Scottish Unis to lose 1 billion Euros from Brexit fall-out
Scotland’s universities are also facing the loss of EU funding – they won three-quarters of a billion Euros in the last six-year-round of the world’s biggest science research fund, Horizon. That included almost 20% of the “Excellent Science” funding stream, more than any other country in Europe. The coming round is significantly bigger and Scotland could have expected at least a billion Euros.
But Scottish unis are debarred from applying – they had hoped they would still be eligible as “associate members” and when Scotland is independent they will get that status immediately.
Currently, along with the rest of the UK, in the first retaliation for the UK Government’s posturing over the Northern Ireland protocol and Brexit, they are barred.

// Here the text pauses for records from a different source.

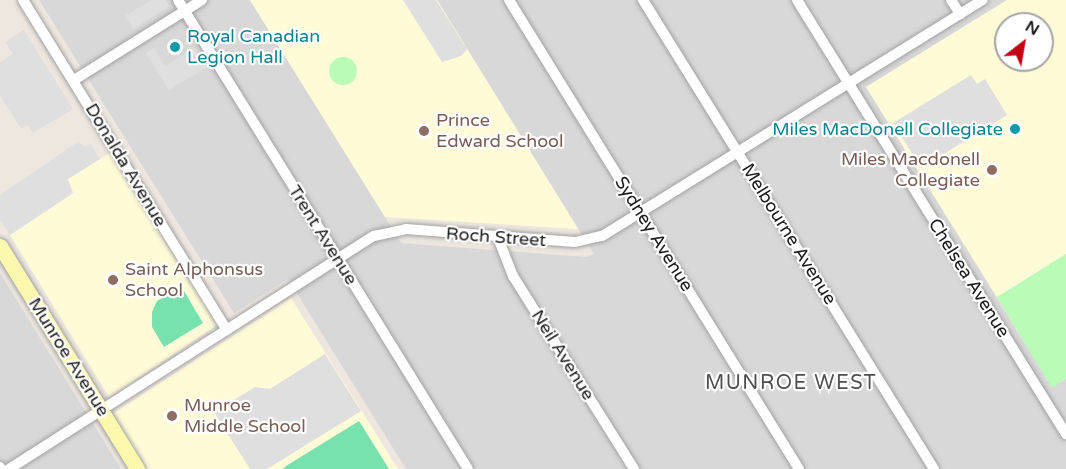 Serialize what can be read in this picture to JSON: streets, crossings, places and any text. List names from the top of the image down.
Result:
{
  "streets": {
    "street": [
      "Donalda Avenue",
      "Sydney Avenue",
      "Melbourne Avenue",
      "Trent Avenue",
      "Roch Street",
      "Chelsea Avenue",
      "Neil Avenue",
      "Munroe Avenue"
    ]
  },
  "crossings": [
    ["Donalda Avenue", "Roch Street"],
    ["Sydney Avenue", "Roch Street"],
    ["Melbourne Avenue", "Roch Street"],
    ["Trent Avenue", "Roch Street"],
    ["Roch Street", "Chelsea Avenue"],
    ["Roch Street", "Neil Avenue"],
    ["Roch Street", "Munroe Avenue"]
  ],
  "districts": ["MUNROE WEST"],
  "places": [
    "Royal Canadian Legion Hall",
    "Miles MacDonell Collegiate",
    "Prince Edward School",
    "Miles Macdonell Collegiate",
    "Saint Alphonsus School",
    "Munroe Middle School"
  ],
  "north": "top right"
} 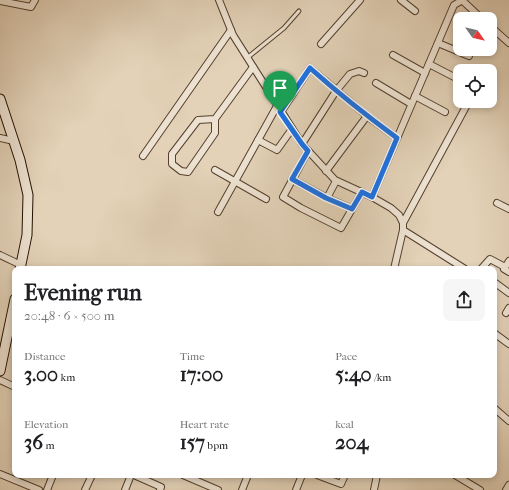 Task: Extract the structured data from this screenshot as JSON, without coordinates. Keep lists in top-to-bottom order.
{
  "north": "bottom right",
  "page": {
    "heading": ["Evening run", "20:48 · 6 × 500 m"],
    "stats": [
      ["Distance", "3.00 km"],
      ["Time", "17:00"],
      ["Pace", "5:40 /km"],
      ["Elevation", "36 m"],
      ["Heart rate", "157 bpm"],
      ["kcal", "204"]
    ]
  }
} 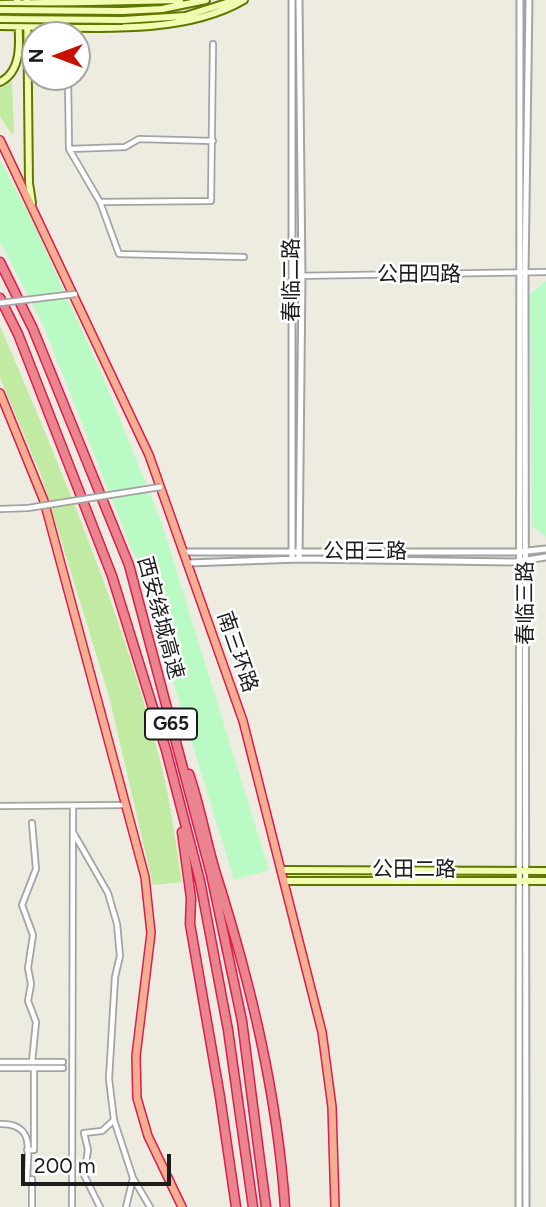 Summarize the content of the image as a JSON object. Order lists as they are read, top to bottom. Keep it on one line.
{"streets":{"highway":["西安绕城高速","南三环路","G65"],"main road":["公田二路"],"street":["公田四路","春临二路","公田三路","春临三路"]},"crossings":[["公田四路","春临二路"],["公田四路","春临三路"],["春临二路","公田三路"],["公田三路","春临三路"],["公田三路","南三环路"],["春临三路","公田二路"],["南三环路","公田二路"]],"scale_bar":"200 m","north":"left"}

University of the Highlands and Islands a massive loser from Brexit
The University of the Highlands and Islands will be particularly hard hit by Brexit – it received more than £250 million from the EU in the last 25 years, because of its “peripherality” – its situation far from markets, serving fragile rural communities. There is very little replacement funding in view from the UK government.

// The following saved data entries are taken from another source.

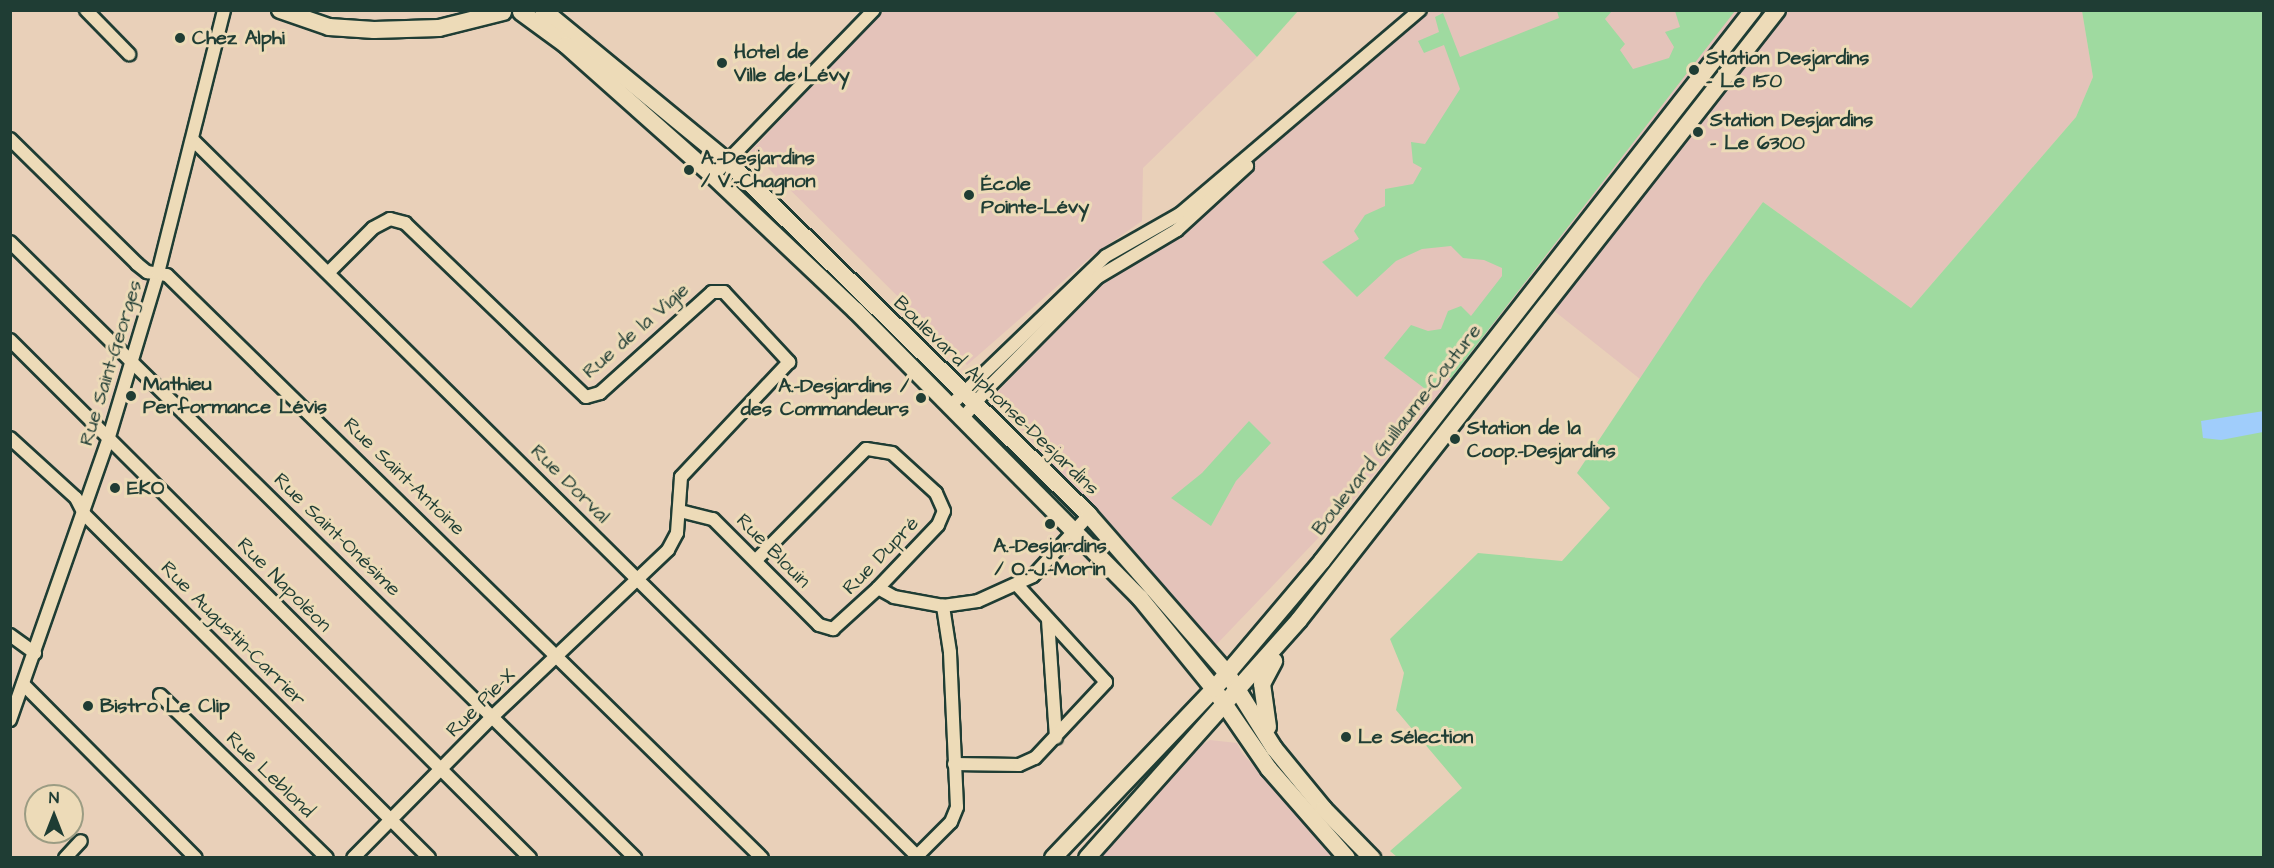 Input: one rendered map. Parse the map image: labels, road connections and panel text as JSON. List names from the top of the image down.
{
  "streets": {
    "main road": ["Boulevard Alphonse-Desjardins", "Boulevard Guillaume-Couture"],
    "street": [
      "Rue de la Vigie",
      "Rue Saint-Georges",
      "Rue Saint-Antoine",
      "Rue Dorval",
      "Rue Saint-Onésime",
      "Rue Blouin",
      "Rue Dupré",
      "Rue Napoléon",
      "Rue Augustin-Carrier",
      "Rue Pie-X",
      "Rue Leblond"
    ]
  },
  "crossings": [
    ["Rue de la Vigie", "Rue Dorval"],
    ["Rue de la Vigie", "Rue Blouin"],
    ["Rue de la Vigie", "Rue Pie-X"],
    ["Rue Saint-Georges", "Rue Saint-Antoine"],
    ["Rue Saint-Georges", "Rue Dorval"],
    ["Rue Saint-Georges", "Rue Saint-Onésime"],
    ["Rue Saint-Georges", "Rue Napoléon"],
    ["Rue Saint-Georges", "Rue Augustin-Carrier"],
    ["Boulevard Alphonse-Desjardins", "Boulevard Guillaume-Couture"],
    ["Rue Saint-Antoine", "Rue Pie-X"],
    ["Rue Dorval", "Rue Pie-X"],
    ["Rue Saint-Onésime", "Rue Pie-X"],
    ["Rue Blouin", "Rue Dupré"],
    ["Rue Napoléon", "Rue Pie-X"],
    ["Rue Augustin-Carrier", "Rue Pie-X"]
  ],
  "places": [
    "Chez Alphi",
    "Hotel de Ville de Lévy",
    "Station Desjardins - Le 150",
    "Station Desjardins - Le 6300",
    "A.-Desjardins / V.-Chagnon",
    "École Pointe-Lévy",
    "Mathieu Performance Lévis",
    "A.-Desjardins / des Commandeurs",
    "Station de la Coop.-Desjardins",
    "EKO",
    "A.-Desjardins / O.-J.-Morin",
    "Bistro Le Clip",
    "Le Sélection"
  ],
  "north": "top"
}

Below, we examine some of these issues in more depth.
The UK Government’s student loan ‘reforms’ hit low-income graduates hardest
Earlier this year, the UK Government put in place major ‘reforms’ – the effect will be that lower-income graduates will pay more than they currently do – while higher earners pay less. A cap will come in on interest rates next year – but they will still sit around 7%. England’s Institute for Fiscal Studies said:
“There is no good economic reason for this. Interest rates on student loans should be low and stable, reflecting the government’s own cost of borrowing.”
An unfair tax that affects lower-income graduates worst
While those from the wealthiest backgrounds can pay fees and living expenses upfront, many graduates in England are already struggling. The Observer quoted Emma Rhymer, 29, an early-years practitioner at a day nursery in London, who said that her £50,000 debt was increasing faster than she could pay it back.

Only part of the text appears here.